_EXERCISE AIM_:
Each line with the string "rendered" is to be copied from the records below.

_MATERIAL SHOWN_:

........

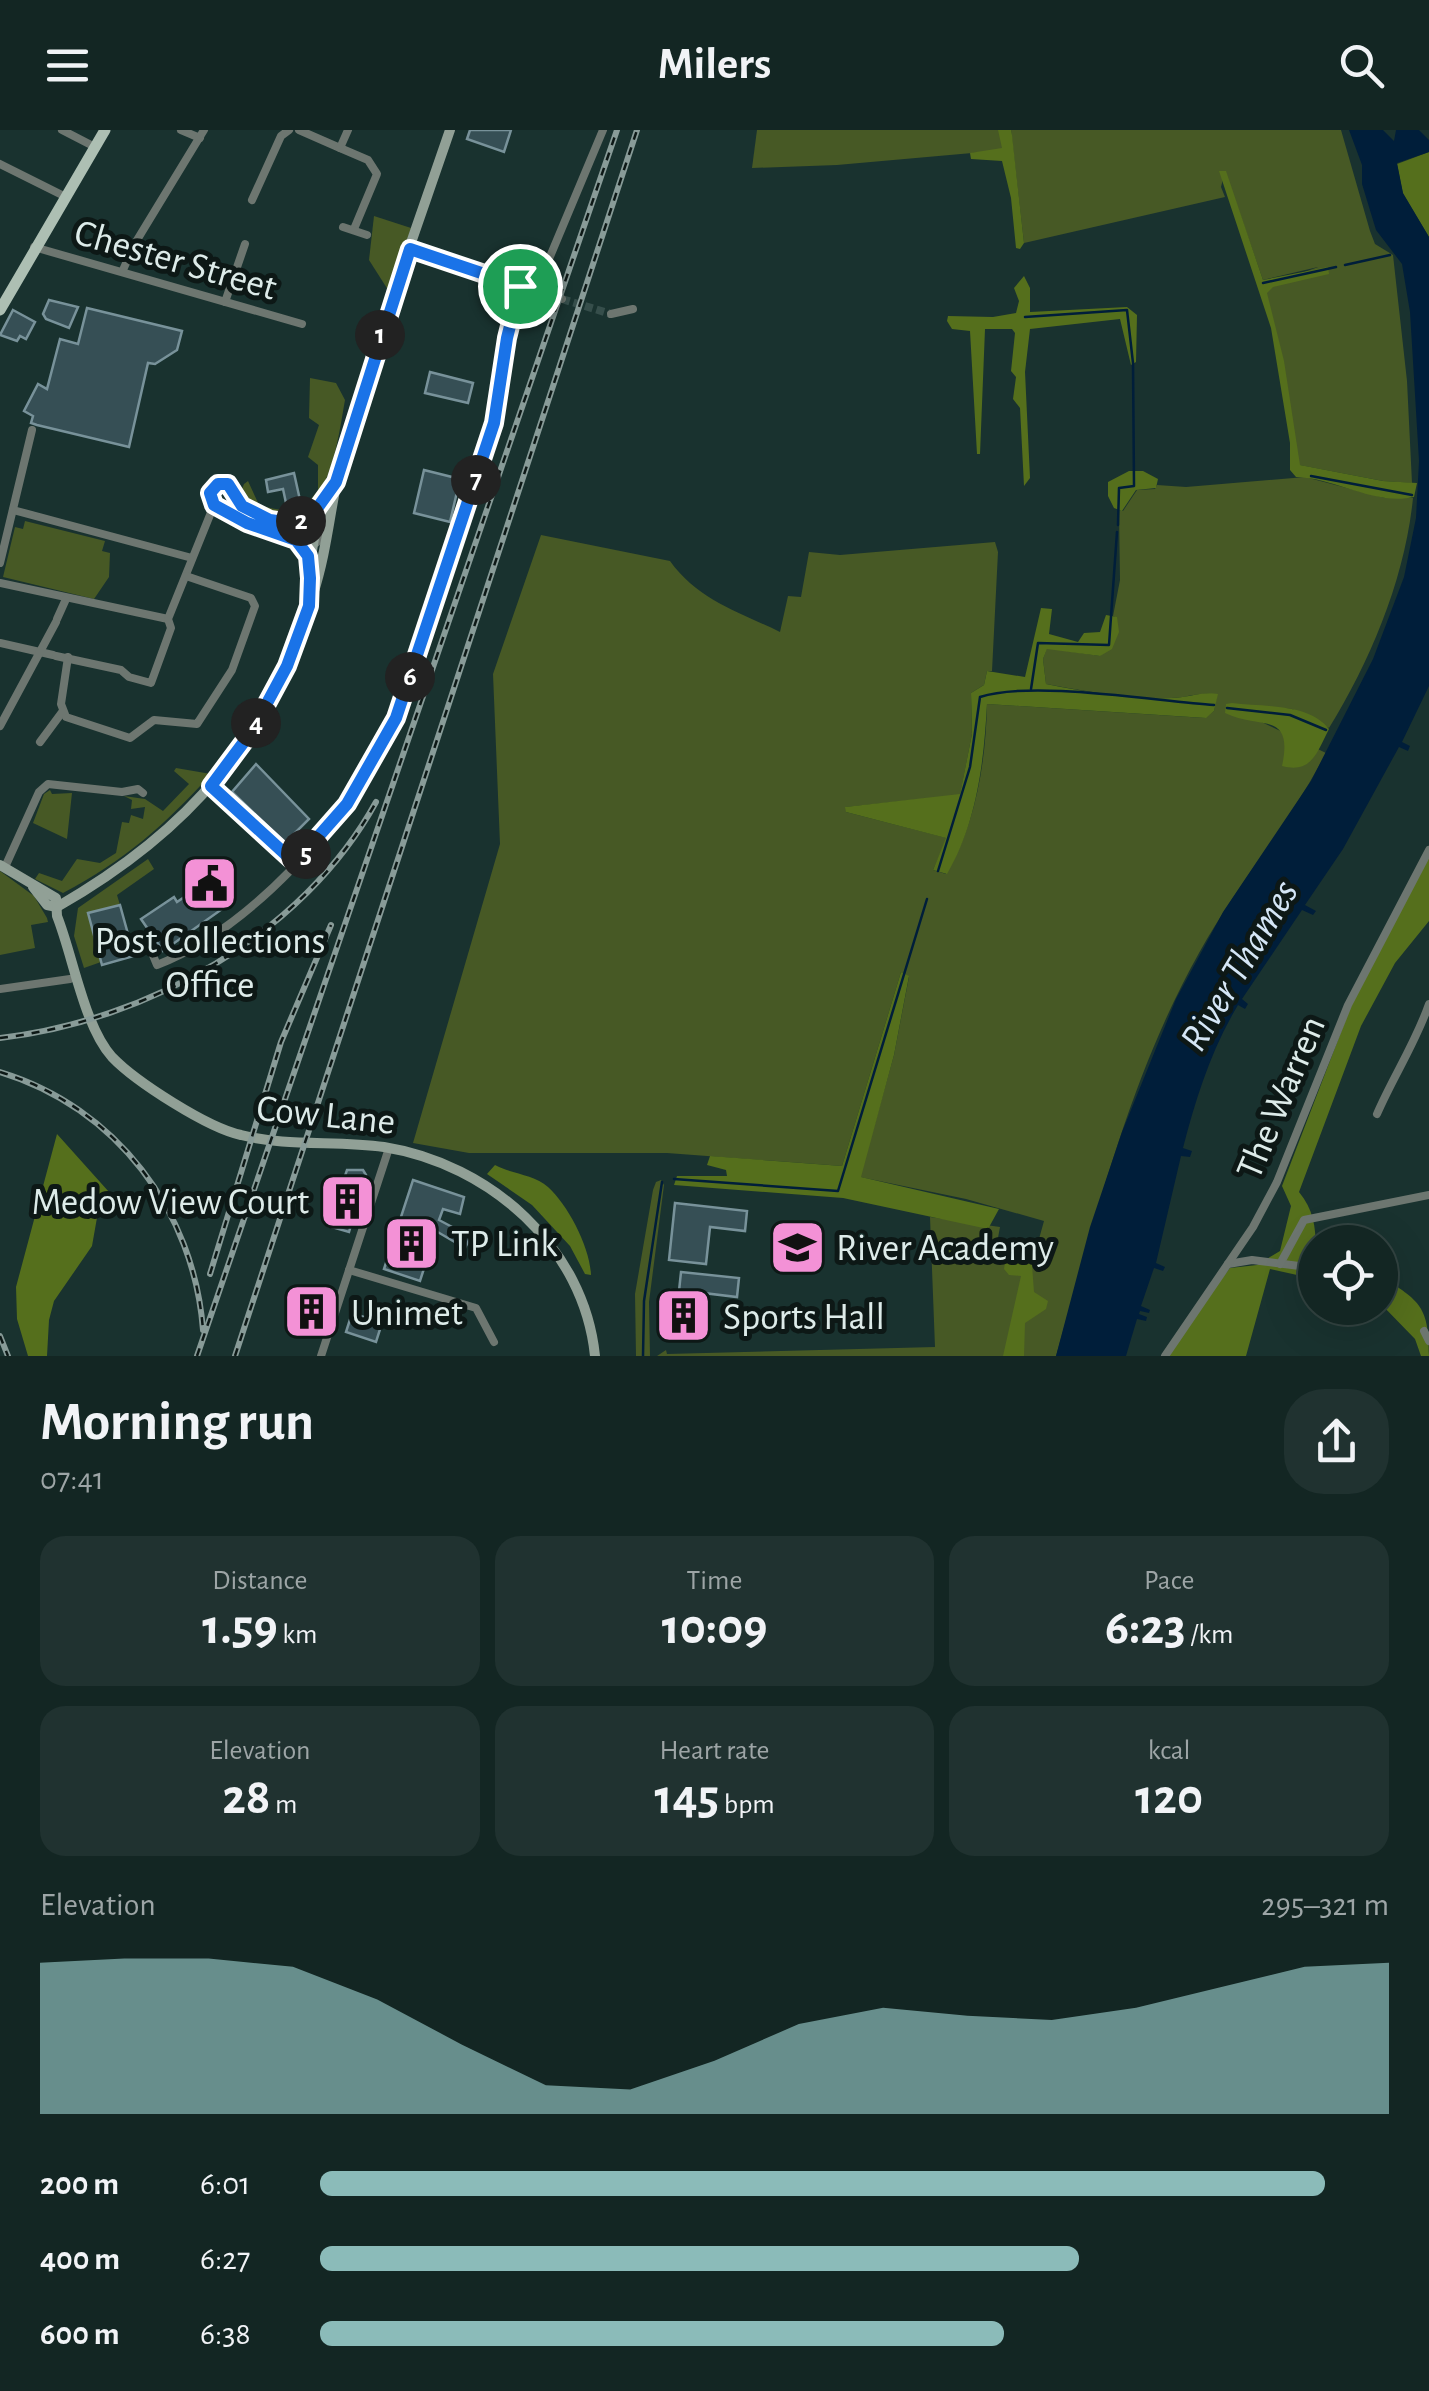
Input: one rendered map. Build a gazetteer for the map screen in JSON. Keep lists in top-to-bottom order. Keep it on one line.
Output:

........

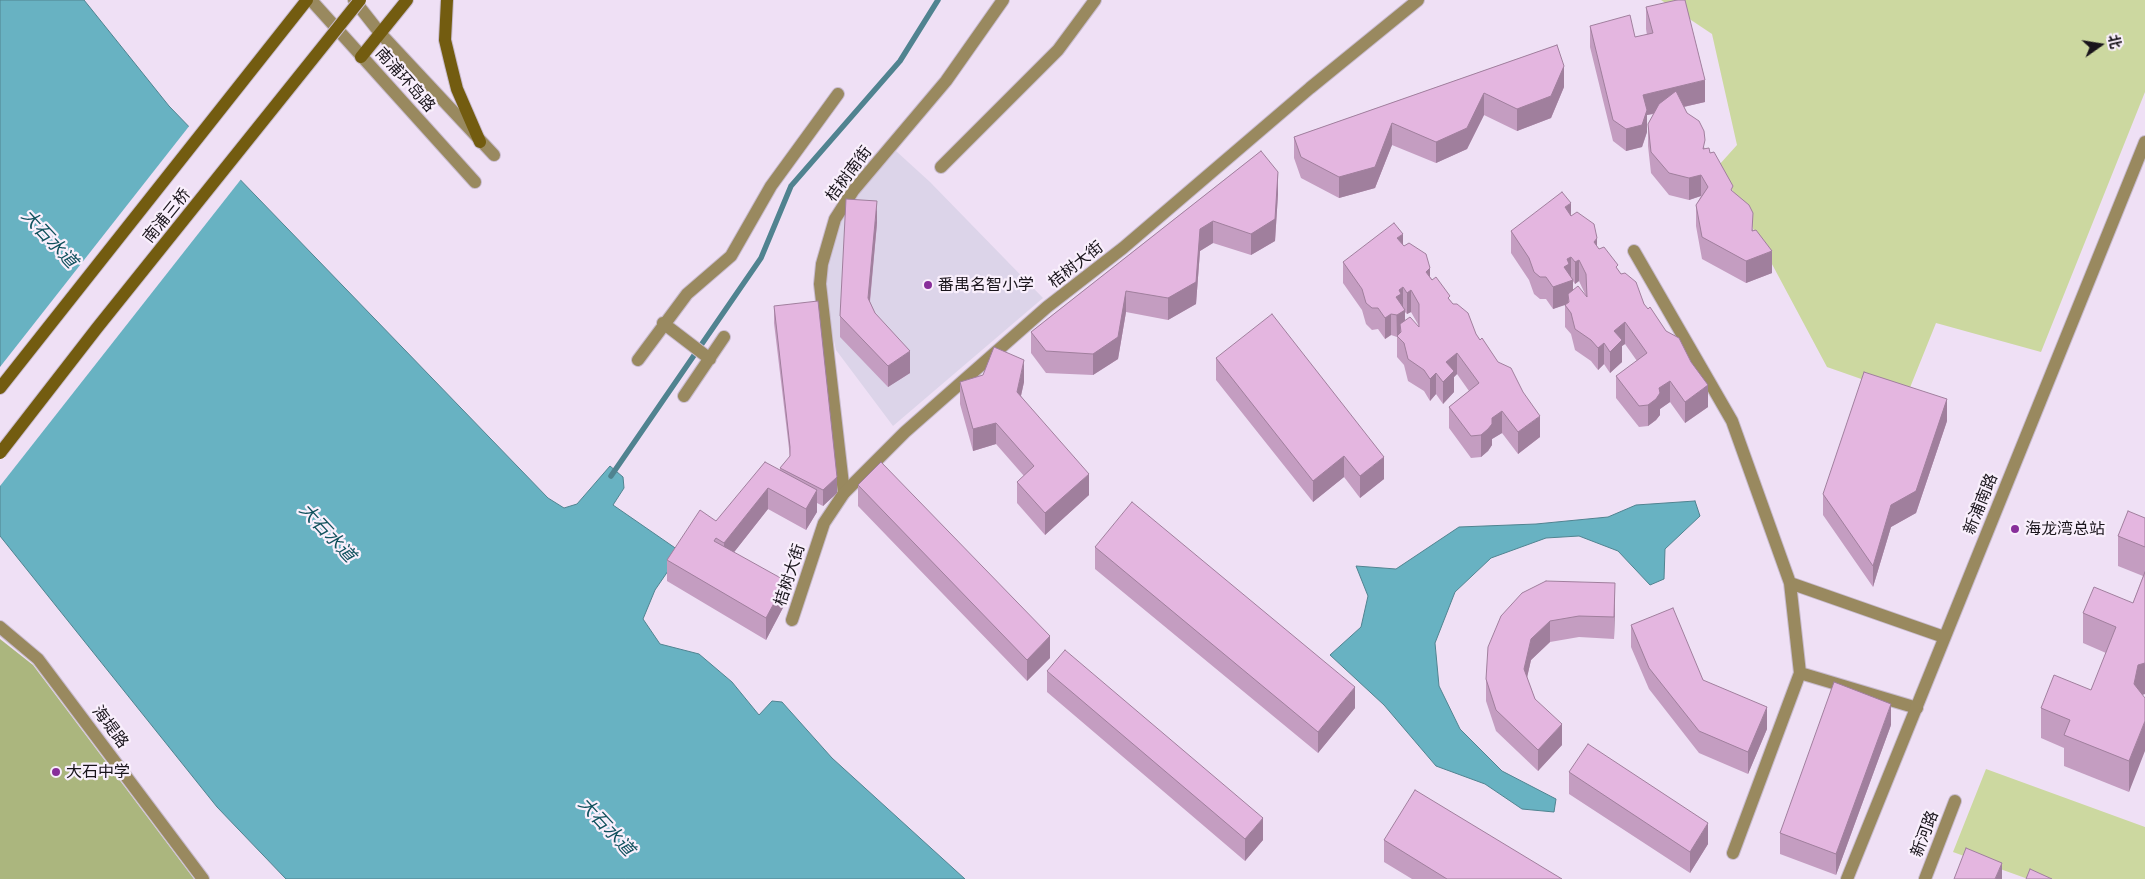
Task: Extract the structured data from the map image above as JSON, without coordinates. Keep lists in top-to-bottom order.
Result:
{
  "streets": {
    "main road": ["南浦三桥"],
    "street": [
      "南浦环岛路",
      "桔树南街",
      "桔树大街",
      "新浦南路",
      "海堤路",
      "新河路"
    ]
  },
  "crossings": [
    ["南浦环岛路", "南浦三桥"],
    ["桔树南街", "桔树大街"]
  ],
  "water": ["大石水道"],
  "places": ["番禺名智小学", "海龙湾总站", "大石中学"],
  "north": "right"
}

........

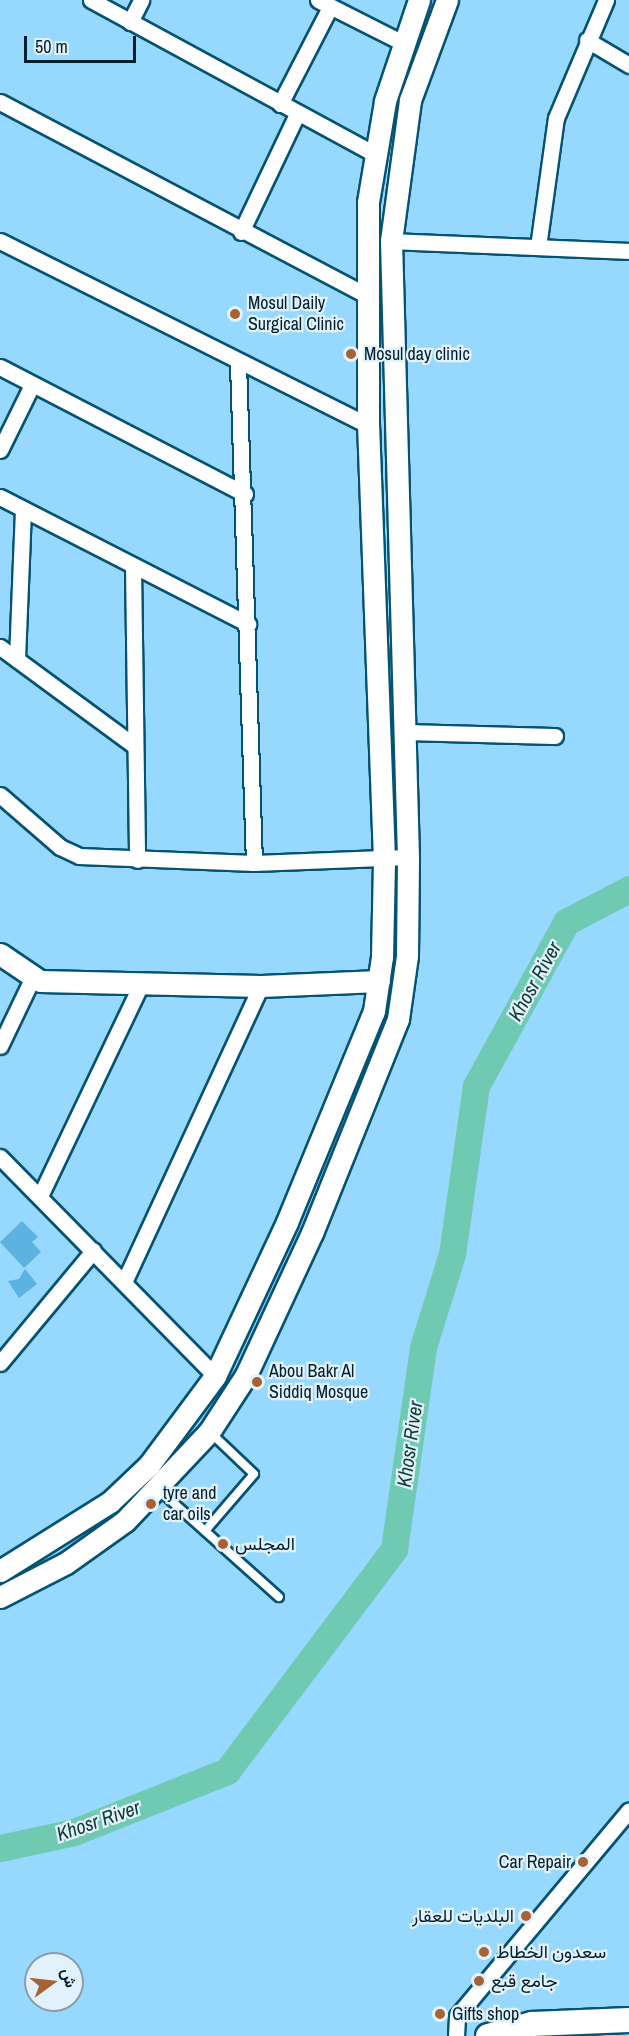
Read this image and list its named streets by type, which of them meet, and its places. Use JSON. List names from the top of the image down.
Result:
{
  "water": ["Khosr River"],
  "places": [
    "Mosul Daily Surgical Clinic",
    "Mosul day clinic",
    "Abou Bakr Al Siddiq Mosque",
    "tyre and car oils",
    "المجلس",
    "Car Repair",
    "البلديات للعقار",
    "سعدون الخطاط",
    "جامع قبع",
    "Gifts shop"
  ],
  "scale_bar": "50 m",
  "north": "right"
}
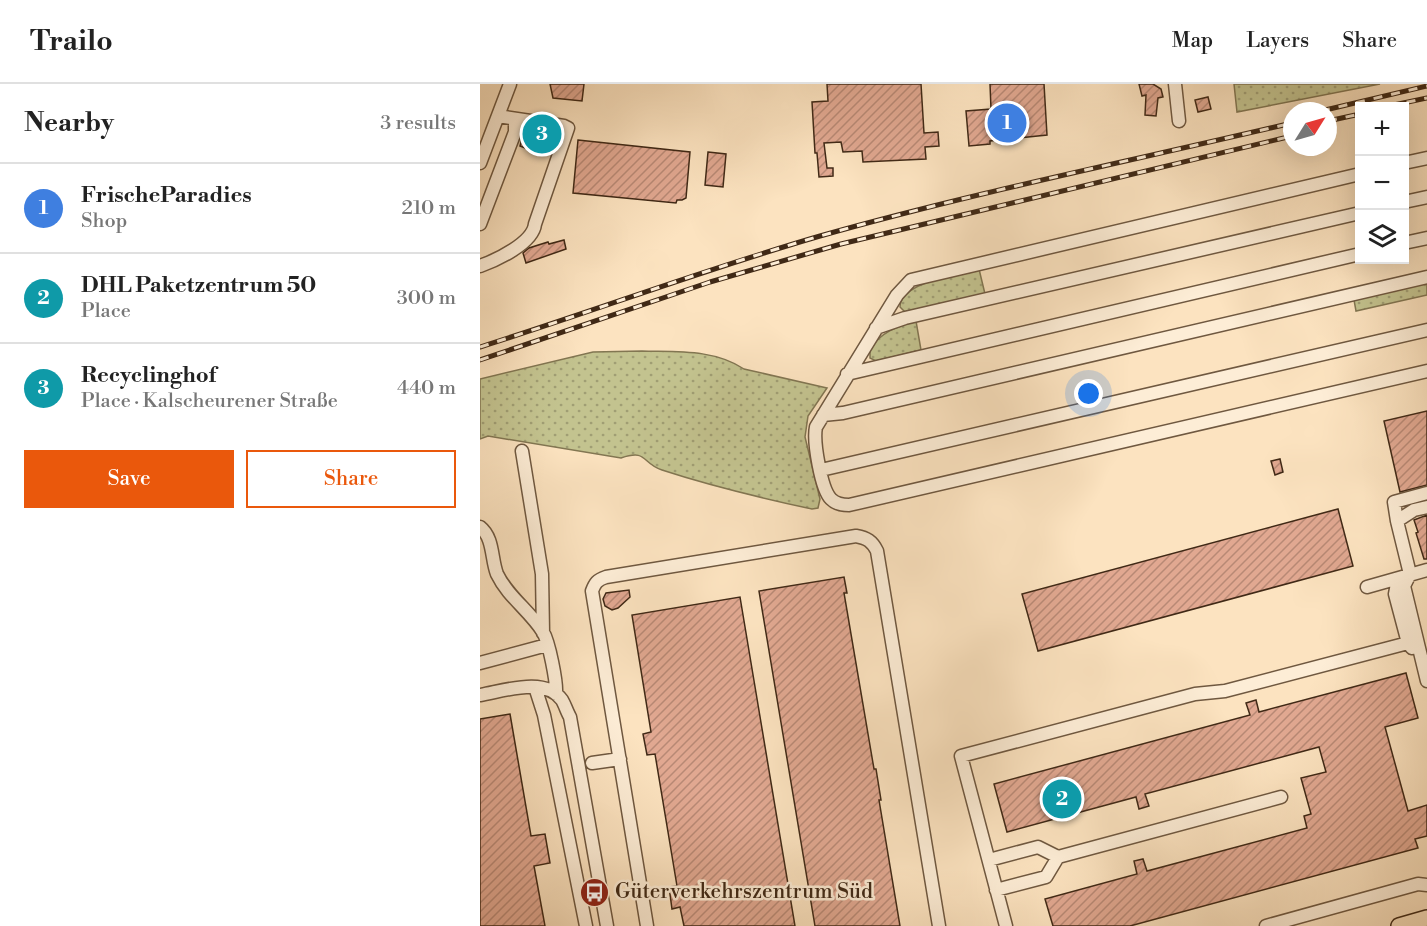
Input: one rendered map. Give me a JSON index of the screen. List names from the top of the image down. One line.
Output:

........

_RESULT FOR THIS EXERCISE_:
Input: one rendered map. Build a gazetteer for the map screen in JSON. Keep lists in top-to-bottom order. Keep it on one line.
Input: one rendered map. Give me a JSON index of the screen. List names from the top of the image down. One line.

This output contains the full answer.